Study of Ohmic Contact on p-InGaN Using MIGS Model

Abstract

The formation of ohmic contact to p-InGaN has been analyzed here using the Metal induced Gap States (MIGS) model with an ultrathin interfacial layer of insulator.
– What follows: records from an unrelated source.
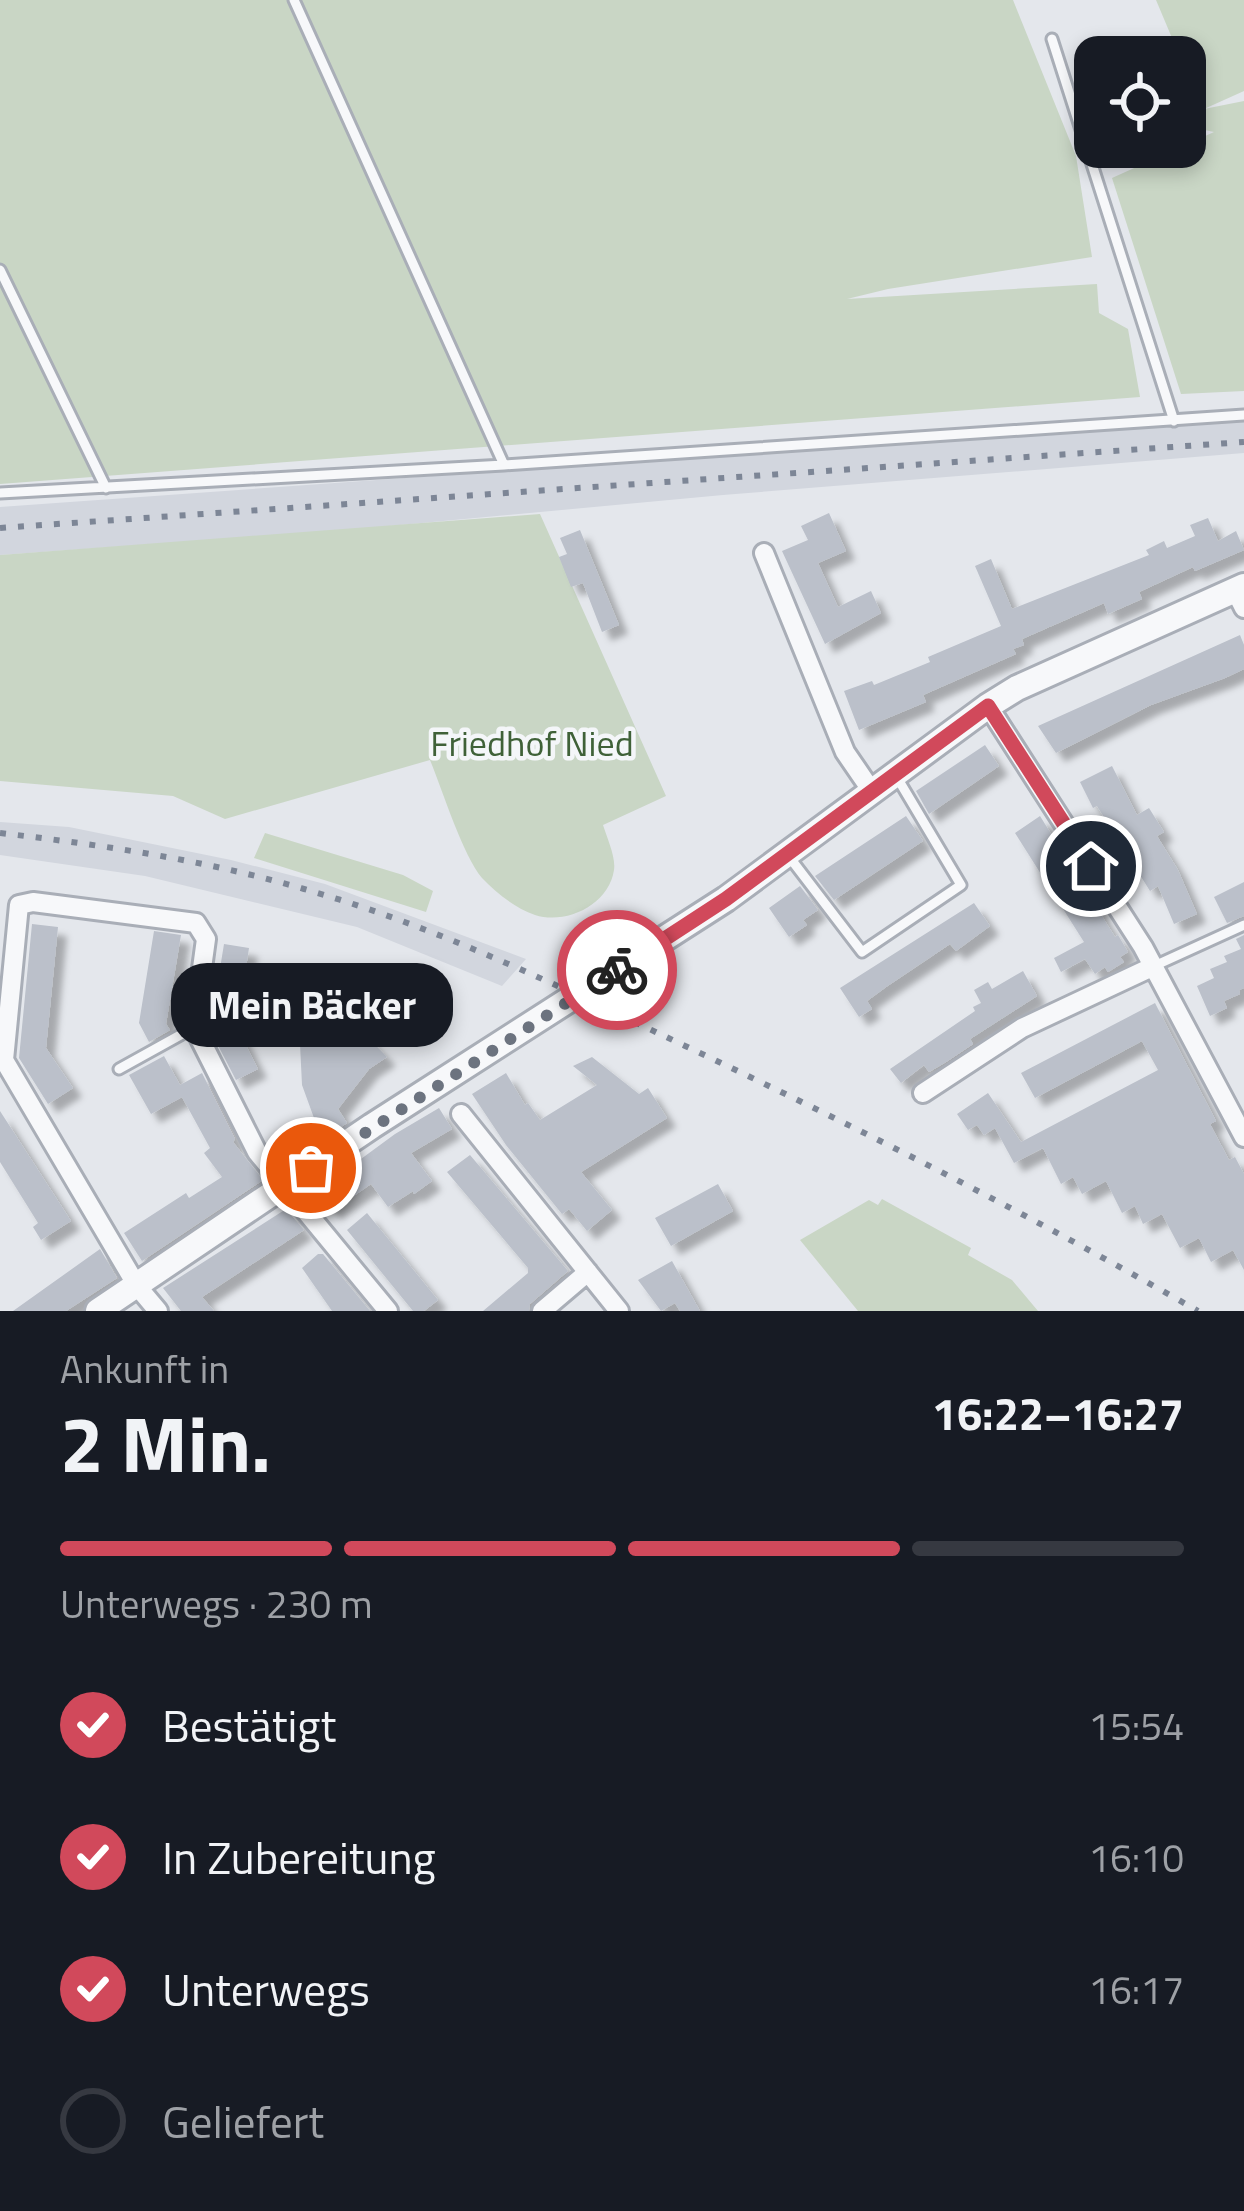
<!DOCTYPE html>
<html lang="de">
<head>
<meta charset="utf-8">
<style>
  :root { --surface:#171b24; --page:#20242c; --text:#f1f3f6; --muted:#9ea1a6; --line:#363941; --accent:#d1495b }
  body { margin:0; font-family:"Titillium Web",sans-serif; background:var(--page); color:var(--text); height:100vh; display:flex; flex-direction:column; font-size:45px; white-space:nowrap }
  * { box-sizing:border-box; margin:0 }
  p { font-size:39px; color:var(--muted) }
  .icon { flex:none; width:66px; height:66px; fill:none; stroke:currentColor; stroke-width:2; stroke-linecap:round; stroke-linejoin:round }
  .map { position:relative; height:1311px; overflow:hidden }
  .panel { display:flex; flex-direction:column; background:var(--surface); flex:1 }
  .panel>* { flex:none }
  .controls { position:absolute; left:1074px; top:36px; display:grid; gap:24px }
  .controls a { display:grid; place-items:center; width:132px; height:132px; border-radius:24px; background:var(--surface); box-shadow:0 6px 18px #0003; font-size:60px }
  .pin { position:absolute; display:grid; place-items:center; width:102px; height:102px; color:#fff; margin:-51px; border:6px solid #fff; border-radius:50%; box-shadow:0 3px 12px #0007 }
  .courier { position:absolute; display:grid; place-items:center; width:120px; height:120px; margin:-60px; border:9px solid #d1495b; border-radius:50%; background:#fff; color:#222; box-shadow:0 3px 15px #0007 }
  .bubble { position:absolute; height:84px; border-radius:36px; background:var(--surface); box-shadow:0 6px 18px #0003; font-size:39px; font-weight:700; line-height:84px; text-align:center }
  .headline em { font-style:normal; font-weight:700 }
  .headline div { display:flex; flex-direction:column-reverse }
  .headline { display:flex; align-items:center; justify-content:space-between; height:204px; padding:0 60px }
  h1 { font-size:78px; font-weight:700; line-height:90px }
  .bar { display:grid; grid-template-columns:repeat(4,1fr); gap:18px 12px; align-content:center; height:144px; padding:0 60px }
  .bar i { height:15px; border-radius:9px; background:var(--line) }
  .bar .on { background:var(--accent) }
  .bar p { grid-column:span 4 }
  ol { padding:0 60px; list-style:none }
  li { display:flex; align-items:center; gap:36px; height:132px }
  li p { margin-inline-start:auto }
  li .icon { padding:12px; border-radius:50%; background:var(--accent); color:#fff; stroke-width:4 }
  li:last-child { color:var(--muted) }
  li i { width:66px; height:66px; border:6px solid var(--line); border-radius:50% }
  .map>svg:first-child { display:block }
</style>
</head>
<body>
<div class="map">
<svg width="1244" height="1311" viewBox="0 0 1244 1311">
  <defs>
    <filter id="shadow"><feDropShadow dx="9" dy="9" stdDeviation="3" flood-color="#0004"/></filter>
  </defs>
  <rect width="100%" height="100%" fill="#e4e7ec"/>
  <!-- built -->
  <path fill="#d2d6de" d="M 1244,418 L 1244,453 L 723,495 L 336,531 L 0,555 L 0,507 Z
    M 0,822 L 69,827 L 231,860 L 325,884 L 526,959 L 502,986 L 357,927 L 145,876 L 0,855 Z"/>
  <!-- green -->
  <path fill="#c9d6c5" d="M 0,0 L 1013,0 L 1076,156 L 1092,257 L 888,289 L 847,299 L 1097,284 L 1099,313 L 1128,329 L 1140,397 L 0,484 Z
    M 1156,0 L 1244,0 L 1244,91 L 1204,109 L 1244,101 L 1244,391 L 1181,394 L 1112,178 L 1214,132 L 1185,126 L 1185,109 L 1201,108 L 1185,69 L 1185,57 L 1180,57 Z
    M 540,514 L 666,796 L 603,825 C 607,838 616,857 614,870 C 609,905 566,925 535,915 C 515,908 496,893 482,878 C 463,856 442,789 430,760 L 225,819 L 173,796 L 0,781 L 0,555 Z
    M 265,833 L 403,875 L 433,891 L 426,912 L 254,858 Z
    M 882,1199 L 971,1248 L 968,1255 L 1012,1280 L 1038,1311 L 858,1311 L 800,1240 L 869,1200 L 878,1205 Z"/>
  <!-- building -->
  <path fill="#bbc0ca" filter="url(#shadow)" d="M 829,513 L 846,551 L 818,563 L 838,607 L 871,591 L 881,613 L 825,644 L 782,551 L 808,540 L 801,526 Z
    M 1208,518 L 1218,541 L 1236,531 L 1244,550 L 1195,571 L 1193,567 L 1139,592 L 1142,599 L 1108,614 L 1104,603 L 1022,639 L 1024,645 L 1013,649 L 1016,654 L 923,695 L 926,702 L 859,730 L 844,691 L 872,681 L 874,685 L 930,662 L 928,657 L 1001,626 L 975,566 L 991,559 L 1012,609 L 1149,555 L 1146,550 L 1164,541 L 1167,548 L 1195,536 L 1190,525 Z
    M 580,530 L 619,625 L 602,632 L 583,583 L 571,587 L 559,557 L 567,554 L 560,538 Z
    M 1240,635 L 1244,645 L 1244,669 L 1225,678 L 1151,705 L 1056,753 L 1038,726 Z
    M 985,745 L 999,766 L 929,814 L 916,791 Z
    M 1112,766 L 1137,815 L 1149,808 L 1164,832 L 1157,836 L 1178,870 L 1197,914 L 1174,924 L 1158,886 L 1150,891 L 1097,806 L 1093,808 L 1080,782 Z
    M 906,816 L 923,841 L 834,900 L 815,876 Z
    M 1040,816 L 1115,937 L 1118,935 L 1128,952 L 1120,957 L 1124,962 L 1108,972 L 1105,967 L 1095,974 L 1085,959 L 1061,972 L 1054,958 L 1084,942 L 1015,833 Z
    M 1244,882 L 1244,916 L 1227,923 L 1214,897 Z
    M 800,886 L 818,910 L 803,920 L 807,925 L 789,937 L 769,908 Z
    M 974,903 L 990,926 L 956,951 L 950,944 L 886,987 L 867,1001 L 872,1009 L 859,1017 L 840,988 Z
    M 32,924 L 58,927 L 46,1048 L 73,1088 L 48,1104 L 19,1058 Z
    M 154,931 L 181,935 L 166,1024 L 170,1030 L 149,1042 L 139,1023 Z
    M 1244,935 L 1244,988 L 1239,990 L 1240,994 L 1224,1001 L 1227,1008 L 1210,1016 L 1197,986 L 1214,978 L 1210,969 L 1227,962 L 1224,956 L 1241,949 L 1236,939 Z
    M 224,944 L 249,948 L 237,1028 L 258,1069 L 236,1080 L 210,1030 Z
    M 355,963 L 434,991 L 430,1004 L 436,1006 L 431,1021 L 424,1018 L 420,1027 L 349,1002 L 356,982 L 349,979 Z
    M 1023,971 L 1037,996 L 970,1039 L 973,1044 L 946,1062 L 929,1072 L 924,1065 L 901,1083 L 890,1069 L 975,1011 L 973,1007 L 981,1003 L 974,990 L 988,982 L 992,989 Z
    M 1155,1003 L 1216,1121 L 1210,1124 L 1229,1160 L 1235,1157 L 1244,1174 L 1244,1270 L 1233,1250 L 1211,1262 L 1199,1238 L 1180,1248 L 1162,1214 L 1143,1224 L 1135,1206 L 1122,1213 L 1106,1181 L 1082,1194 L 1073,1177 L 1061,1184 L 1043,1148 L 1014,1163 L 995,1128 L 984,1135 L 977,1125 L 968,1130 L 957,1114 L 988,1093 L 1021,1142 L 1158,1070 L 1142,1041 L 1035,1098 L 1021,1073 Z
    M 309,1004 L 348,1017 L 387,1057 L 369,1069 L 338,1109 L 347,1123 L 322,1140 L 302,1085 L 300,1044 Z
    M 164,1056 L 180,1085 L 202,1073 L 235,1139 L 233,1142 L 263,1180 L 142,1261 L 124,1233 L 186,1193 L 189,1198 L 222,1177 L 204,1153 L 210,1148 L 182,1097 L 151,1114 L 129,1075 Z
    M 592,1057 L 639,1094 L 648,1088 L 667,1118 L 581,1172 L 612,1210 L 587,1231 L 569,1209 L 562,1214 L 506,1145 L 472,1094 L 506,1073 L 525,1105 L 528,1103 L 540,1120 L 597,1085 L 573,1066 Z
    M 439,1108 L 452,1129 L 411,1153 L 432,1181 L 414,1194 L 413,1191 L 388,1207 L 371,1184 L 332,1211 L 316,1192 L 395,1134 Z
    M 0,1111 L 71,1221 L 41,1240 L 33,1227 L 38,1223 L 0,1162 Z
    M 470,1155 L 568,1271 L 530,1304 L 529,1311 L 483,1311 L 528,1273 L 528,1268 L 447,1172 Z
    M 718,1184 L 733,1211 L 671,1246 L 655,1218 Z
    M 286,1209 L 304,1230 L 202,1297 L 214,1311 L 181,1311 L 163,1288 Z
    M 367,1213 L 438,1300 L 424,1311 L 413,1311 L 347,1230 Z
    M 100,1249 L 117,1278 L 66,1311 L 13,1311 Z
    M 318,1254 L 323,1254 L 370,1311 L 332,1311 L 302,1268 Z
    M 672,1261 L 700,1311 L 680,1311 L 675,1303 L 661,1311 L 638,1280 Z"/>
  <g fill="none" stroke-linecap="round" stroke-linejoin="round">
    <defs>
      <path id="service" d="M 294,0 L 504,465
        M 1052,39 L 1174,421
        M 0,270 L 106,488
        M 0,493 L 504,465 L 1244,415
        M 787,854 L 862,952 L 961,885 L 895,774
        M 1152,967 L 1244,925
        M 119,1069 L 193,1028"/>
      <path id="minor" d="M 764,553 L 845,752 L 871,790
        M 1235,590 L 1244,608
        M 988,706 L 1143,947 L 1244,1137
        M 923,1093 L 1022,1028 L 1152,967
        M 461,1114 L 619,1311
        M 158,1311 L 137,1286 L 4,1060 L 19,905 L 33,902 L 196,923 L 206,939 L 194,1027 L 257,1152 L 388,1311
        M 542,1311 L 588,1272"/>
      <path id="tertiary" d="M 98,1311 L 372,1126 L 726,899 L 988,706 L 1017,688 L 1244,586"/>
    </defs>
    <!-- service casing -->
    <use href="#service" stroke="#a9aeb7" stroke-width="15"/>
    <!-- minor casing -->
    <use href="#minor" stroke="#a9aeb7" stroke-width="24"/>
    <!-- tertiary casing -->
    <use href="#tertiary" stroke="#a9aeb7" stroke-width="30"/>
    <!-- service -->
    <use href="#service" stroke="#f7f8fa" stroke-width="9"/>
    <!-- minor -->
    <use href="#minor" stroke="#f7f8fa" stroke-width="18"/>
    <!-- tertiary -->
    <use href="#tertiary" stroke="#f7f8fa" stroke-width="24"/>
    <!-- rail -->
    <path stroke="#7d8696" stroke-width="6" stroke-dasharray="6 12" stroke-linecap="butt" d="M 0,528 L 1244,442
      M 0,833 C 102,845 205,860 304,889 C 435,926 559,986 681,1044 C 857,1127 1030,1215 1198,1311"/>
  </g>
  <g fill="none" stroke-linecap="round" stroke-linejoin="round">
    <!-- done -->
    <path stroke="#6c737f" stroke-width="12" stroke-dasharray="0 21.6" d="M 311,1168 L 617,970"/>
    <!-- route -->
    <path stroke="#d1495b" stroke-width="15" d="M 617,970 L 726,899 L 988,706 L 1091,866"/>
  </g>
  <g text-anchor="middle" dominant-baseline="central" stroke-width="9" stroke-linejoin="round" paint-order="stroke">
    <!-- park labels -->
    <g font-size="36" fill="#3f6138" stroke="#f4f6f9">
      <text x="532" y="742">Friedhof Nied</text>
    </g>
  </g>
</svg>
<div class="controls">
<a><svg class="icon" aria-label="locate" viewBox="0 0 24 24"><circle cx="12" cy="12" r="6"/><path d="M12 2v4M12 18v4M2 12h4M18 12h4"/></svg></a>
</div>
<div class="pin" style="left:311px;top:1168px;background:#ea580c"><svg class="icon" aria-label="bag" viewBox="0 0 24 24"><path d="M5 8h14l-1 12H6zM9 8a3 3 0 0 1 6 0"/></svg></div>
<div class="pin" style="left:1091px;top:866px;background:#1f2937"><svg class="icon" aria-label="home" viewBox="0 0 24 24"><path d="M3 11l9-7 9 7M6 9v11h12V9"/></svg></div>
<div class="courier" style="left:617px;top:970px"><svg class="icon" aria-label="bike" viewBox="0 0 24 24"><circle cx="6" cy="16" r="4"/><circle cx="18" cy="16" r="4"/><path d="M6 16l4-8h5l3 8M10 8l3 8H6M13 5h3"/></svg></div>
<div class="bubble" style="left:171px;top:963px;width:282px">Mein Bäcker</div>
</div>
<section class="panel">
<div class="headline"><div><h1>2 Min.</h1><p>Ankunft in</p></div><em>16:22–16:27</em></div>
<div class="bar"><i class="on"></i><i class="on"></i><i class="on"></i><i></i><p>Unterwegs · 230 m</p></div>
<ol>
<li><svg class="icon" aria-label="check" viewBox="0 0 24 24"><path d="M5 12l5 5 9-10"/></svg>Bestätigt<p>15:54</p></li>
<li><svg class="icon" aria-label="check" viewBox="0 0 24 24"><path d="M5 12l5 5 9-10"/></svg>In Zubereitung<p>16:10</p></li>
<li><svg class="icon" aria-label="check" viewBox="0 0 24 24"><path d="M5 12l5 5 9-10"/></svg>Unterwegs<p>16:17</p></li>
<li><i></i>Geliefert</li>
</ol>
</section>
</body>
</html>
The position of Fermi level and barrier height modulation has been investigated for two different combinations of Metal-Insulator with p-InGaN. In case of p-InGaN with 2nm layer of NiO, Au formed a barrier height of 0.49 eV. The contact resistivity for $\mathbf{Au}/\mathbf{NiO}(\pmb{2}\ \mathbf{nm})/\mathbf{p-}\mathbf{In}_{\pmb{0.48}}\mathbf{Ga}_{\pmb{0.52}}\mathbf{N}$ is found to be $\pmb{2.35\times 10^{-4} \Omega-}\mathbf{cm}^{\pmb{2}}$ at 300K and $\pmb{1.15\times 10^{-4} \Omega-}\mathbf{cm}^{\pmb{2}}$ at 600K. It is also observed that the metal with higher work function gives lower barrier height and contact resistivity in case of p-InGaN. For Pt/AI2O3(2 nm)/p-In0.48Ga0.52N, the barrier height becomes 0.312 eV and the contact resistivity is estimated as $\pmb{1.9\times 10^{-4}\Omega-} \mathbf{cm}^{\pmb{2}}$ at 300K and $\pmb{0.75\times 10^{-4}\Omega-}\mathbf{cm}^{\pmb{2}}$ at 600K. Thus, Pt contact shows better performance than Au contact to p-InGaN. This information of MIS contact could be a good insight for conventional CMOS in case of source/drain applications.